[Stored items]
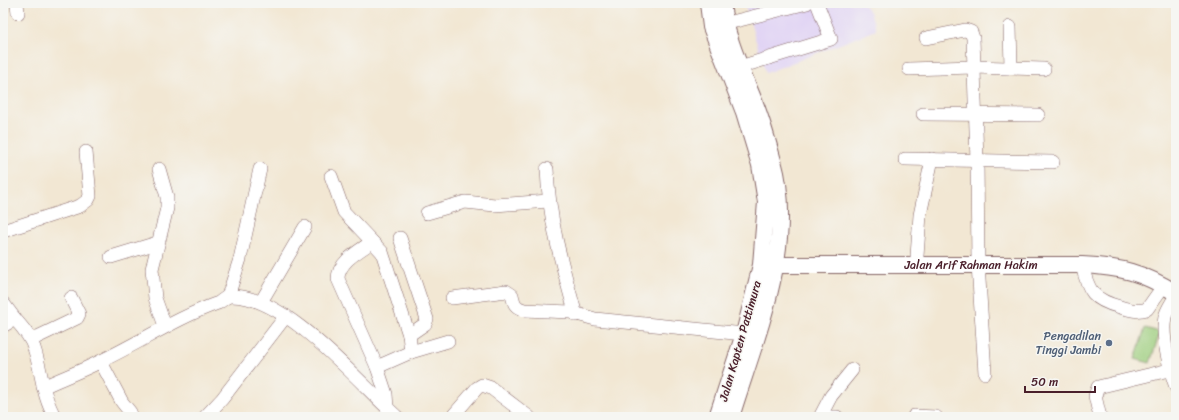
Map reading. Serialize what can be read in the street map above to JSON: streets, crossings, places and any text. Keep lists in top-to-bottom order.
{
  "streets": {
    "main road": ["Jalan Arif Rahman Hakim", "Jalan Kapten Pattimura"]
  },
  "crossings": [
    ["Jalan Arif Rahman Hakim", "Jalan Kapten Pattimura"]
  ],
  "places": ["Pengadilan Tinggi Jambi"],
  "scale_bar": "50 m"
}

■ Activity: Return the records above exactly as written. Do not include their images.

■ Output below:
Map reading. Serialize what can be read in the street map above to JSON: streets, crossings, places and any text. Keep lists in top-to-bottom order.
{
  "streets": {
    "main road": ["Jalan Arif Rahman Hakim", "Jalan Kapten Pattimura"]
  },
  "crossings": [
    ["Jalan Arif Rahman Hakim", "Jalan Kapten Pattimura"]
  ],
  "places": ["Pengadilan Tinggi Jambi"],
  "scale_bar": "50 m"
}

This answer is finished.